Paseando por su apartamento, Laurie fue encendiendo las luces y luego corrió las cortinas. Protegida del mundo exterior, se soltó el pelo y se desvistió. Eso la hizo sentir mejor, por alguna razón. La alocada conversación con su madre había conseguido librarla de golpe de sus deprimentes pensamientos. Al meterse en la ducha, Laurie admitió para sí que tendía a ser más emotiva en asuntos profesionales de lo que ella quería. El darse cuenta de ello resultaba molesto. No le importaba vestirse de un modo femenino pero no pretendía prestar fe al estereotipo de hembra frágil y voluble. De ahora en adelante, intentaría ser más profesional. Se daba cuenta asimismo del error que había cometido al confiar en Bob. Tendría que asegurarse de guardar sus opiniones para sí misma, sobre todo por lo que a lo medios de comunicación concernía. Tenía suerte de que Bingham no la hubiera despedido.

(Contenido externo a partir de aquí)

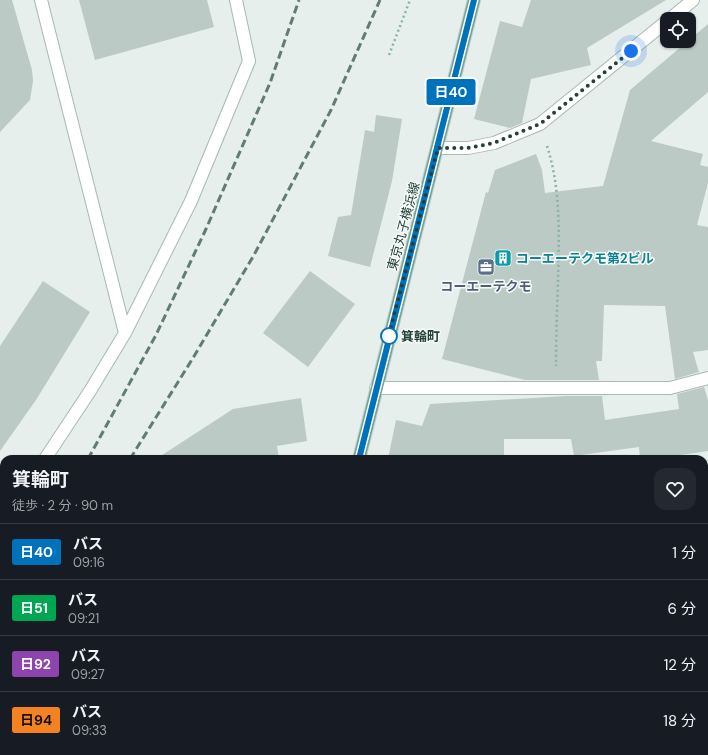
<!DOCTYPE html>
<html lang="ja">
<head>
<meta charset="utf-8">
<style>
	body { margin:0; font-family:"DM Sans","Noto Sans JP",sans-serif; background:#242831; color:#f1f3f6; height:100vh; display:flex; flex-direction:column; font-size:15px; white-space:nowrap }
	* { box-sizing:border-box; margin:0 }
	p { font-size:13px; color:#9ea1a6 }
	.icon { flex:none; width:22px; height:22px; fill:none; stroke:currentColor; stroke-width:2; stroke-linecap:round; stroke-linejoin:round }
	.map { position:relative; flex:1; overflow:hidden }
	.side { position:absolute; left:0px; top:455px; width:708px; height:300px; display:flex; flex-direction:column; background:#171b24; border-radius:12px 12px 0 0; box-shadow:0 1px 3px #0004 }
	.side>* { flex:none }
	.badge { padding:0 8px; border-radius:3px; font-size:14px; line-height:26px }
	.fabs { position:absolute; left:660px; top:12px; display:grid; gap:8px }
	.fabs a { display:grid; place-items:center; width:36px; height:36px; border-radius:8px; background:#171b24; box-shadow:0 1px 3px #0004; font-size:20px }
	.you { position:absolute; width:20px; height:20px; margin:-10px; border:3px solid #fff; border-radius:50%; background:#1a73e8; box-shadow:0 0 0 6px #1a73e833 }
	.map>.badge { position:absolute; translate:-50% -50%; box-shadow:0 0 0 2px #fff }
	.round { display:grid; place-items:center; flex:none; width:42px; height:42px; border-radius:12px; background:#242831 }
	.head { display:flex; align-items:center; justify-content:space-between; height:68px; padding:0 12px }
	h1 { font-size:19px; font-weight:700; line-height:30px }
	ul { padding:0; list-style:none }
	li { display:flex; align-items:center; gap:12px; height:56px; padding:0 12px; border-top:1px solid #363941 }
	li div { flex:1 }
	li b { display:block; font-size:15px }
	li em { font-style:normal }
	li .badge { min-width:44px; font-weight:700; text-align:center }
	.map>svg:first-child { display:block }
</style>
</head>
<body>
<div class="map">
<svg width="708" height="755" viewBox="0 0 708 755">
	<rect width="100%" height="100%" fill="#e6efeb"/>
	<path fill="#bbcac4" d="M0,0H12L32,70L33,81L30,100L0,132Z
		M79,0H207L214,27L95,60Z
		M531,0H666L587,48L591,65L531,79L522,123L510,128L474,119L500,21L522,27Z
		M708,24V92L651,141L703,154L700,165L708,167V183L697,225L708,227V350L693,352L699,372L675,379L665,306L604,305L602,361H596L599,380H525L442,359L486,192L488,193L495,170L536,154L542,170L545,193L603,186L630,90Z
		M376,115L402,119L392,181L370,267L328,256L338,217L351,215L365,130L374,132Z
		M310,271L355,304L308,367L263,333Z
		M43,281L90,312L36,400L0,451V346Z
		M704,387L708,400V451L654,459H640L639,447L574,456L571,439H504V459H388L396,420L422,426L430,404L567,396H602L605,420L679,409L677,394Z
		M301,398L307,441L277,446L279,459H156L233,409Z"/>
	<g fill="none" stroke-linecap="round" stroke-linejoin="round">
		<defs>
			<path id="street" d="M41,0L125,333
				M670,19L693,0
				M438,148H468L494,143L540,124L667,21
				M376,388H670L708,378
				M45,459L90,391L125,333L191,201L249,61L236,0
				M0,526L4,520
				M0,706L4,701"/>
			<path id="secondary" d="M329,751L330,755"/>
			<path id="primary" d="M359,459L474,0
				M282,755L283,751"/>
		</defs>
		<use href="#street" stroke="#a8b8b2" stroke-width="14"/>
		<use href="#secondary" stroke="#a4bbb3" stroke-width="14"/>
		<use href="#primary" stroke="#c2cac8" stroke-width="14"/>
		<path stroke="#86b3a5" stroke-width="2.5" stroke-dasharray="2 3" stroke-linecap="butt" d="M389,55L410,0
			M547,146C561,189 559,235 558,280C557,308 556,337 556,366"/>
		<use href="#street" stroke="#fff" stroke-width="12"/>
		<use href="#secondary" stroke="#fff" stroke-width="12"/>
		<use href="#primary" stroke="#6aa596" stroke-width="12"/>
		<path stroke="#5f7d75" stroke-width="3" stroke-dasharray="8 4" stroke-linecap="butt" d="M88,459L156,335L206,229L270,83L299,0
			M130,459L193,358L254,255L331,110L380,0
			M0,605L4,598
			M0,645L4,639"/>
	</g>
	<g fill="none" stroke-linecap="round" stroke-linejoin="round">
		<defs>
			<path id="line" d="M359,459L474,0"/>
		</defs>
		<use href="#line" stroke="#fff" stroke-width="9"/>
		<use href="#line" stroke="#0072bc" stroke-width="6"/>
		<path stroke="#24423a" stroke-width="4" stroke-dasharray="0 7.2" d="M389,336L387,342L438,148H468L494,143L540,124L631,51"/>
	</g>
	<defs>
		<symbol id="building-square" viewBox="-11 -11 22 22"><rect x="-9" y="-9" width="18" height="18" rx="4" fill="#0f9aa8" stroke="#f7fbf9"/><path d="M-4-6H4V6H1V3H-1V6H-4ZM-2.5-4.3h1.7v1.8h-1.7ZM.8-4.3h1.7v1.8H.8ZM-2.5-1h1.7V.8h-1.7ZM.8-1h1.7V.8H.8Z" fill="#fff"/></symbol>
		<symbol id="office-square" viewBox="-11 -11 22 22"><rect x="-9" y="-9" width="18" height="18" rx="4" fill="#5c6f8a" stroke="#f7fbf9"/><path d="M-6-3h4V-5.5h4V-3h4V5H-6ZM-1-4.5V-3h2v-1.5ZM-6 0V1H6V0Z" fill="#fff"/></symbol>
	</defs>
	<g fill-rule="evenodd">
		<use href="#building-square" x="493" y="248" width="20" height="20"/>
		<use href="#office-square" x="476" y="257" width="20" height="20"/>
	</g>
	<circle fill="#fff" stroke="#0072bc" stroke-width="2" cx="389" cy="336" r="8"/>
	<g text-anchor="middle" stroke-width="3" stroke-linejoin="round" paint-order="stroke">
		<g font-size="13" fill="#24423a" stroke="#f7fbf9">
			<text transform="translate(403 226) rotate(-75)" y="5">東京丸子横浜線</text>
		</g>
		<g font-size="13" font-weight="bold" fill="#0d838f" stroke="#f7fbf9" text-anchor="start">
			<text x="516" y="263">コーエーテクモ第2ビル</text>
		</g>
		<g font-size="13" font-weight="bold" fill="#4e5e75" stroke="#f7fbf9">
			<text x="486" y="291">コーエーテクモ</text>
		</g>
		<g font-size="13" font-weight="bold" fill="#24423a" stroke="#f7fbf9" text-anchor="start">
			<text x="401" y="341">箕輪町</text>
		</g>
	</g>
</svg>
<div class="fabs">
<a><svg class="icon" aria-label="locate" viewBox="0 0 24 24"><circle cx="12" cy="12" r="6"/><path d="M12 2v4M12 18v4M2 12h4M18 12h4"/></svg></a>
</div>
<div class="you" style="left:631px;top:51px"></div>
<b class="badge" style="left:451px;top:92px;background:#0072bc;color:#fff">日40</b>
<section class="side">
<div class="head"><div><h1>箕輪町</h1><p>徒歩 · 2 分 · 90 m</p></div><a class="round"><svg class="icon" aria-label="heart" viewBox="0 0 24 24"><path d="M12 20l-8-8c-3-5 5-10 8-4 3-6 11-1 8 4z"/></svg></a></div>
<ul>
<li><span class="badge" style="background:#0072bc;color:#fff">日40</span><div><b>バス</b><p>09:16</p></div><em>1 分</em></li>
<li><span class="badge" style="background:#00a651;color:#fff">日51</span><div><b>バス</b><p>09:21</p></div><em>6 分</em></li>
<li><span class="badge" style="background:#8e44ad;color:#fff">日92</span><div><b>バス</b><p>09:27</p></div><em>12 分</em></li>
<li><span class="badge" style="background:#f58220;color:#111">日94</span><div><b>バス</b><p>09:33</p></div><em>18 分</em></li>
</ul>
</section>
</div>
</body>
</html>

Bajo el chorro de agua, Laurie pensaba en prepararse, una ensalada y luego estudiar un poco. Después recordó la cena prevista para el día siguiente en casa de sus padres. Aunque su primera reacción había sido absolutamente negativa, estaba empezando a pensarlo mejor. Tal vez le serviría para romper la rutina. Entonces se preguntó hasta qué punto sería insoportable ese oftalmólogo recién divorciado, y cuántos años debía de tener.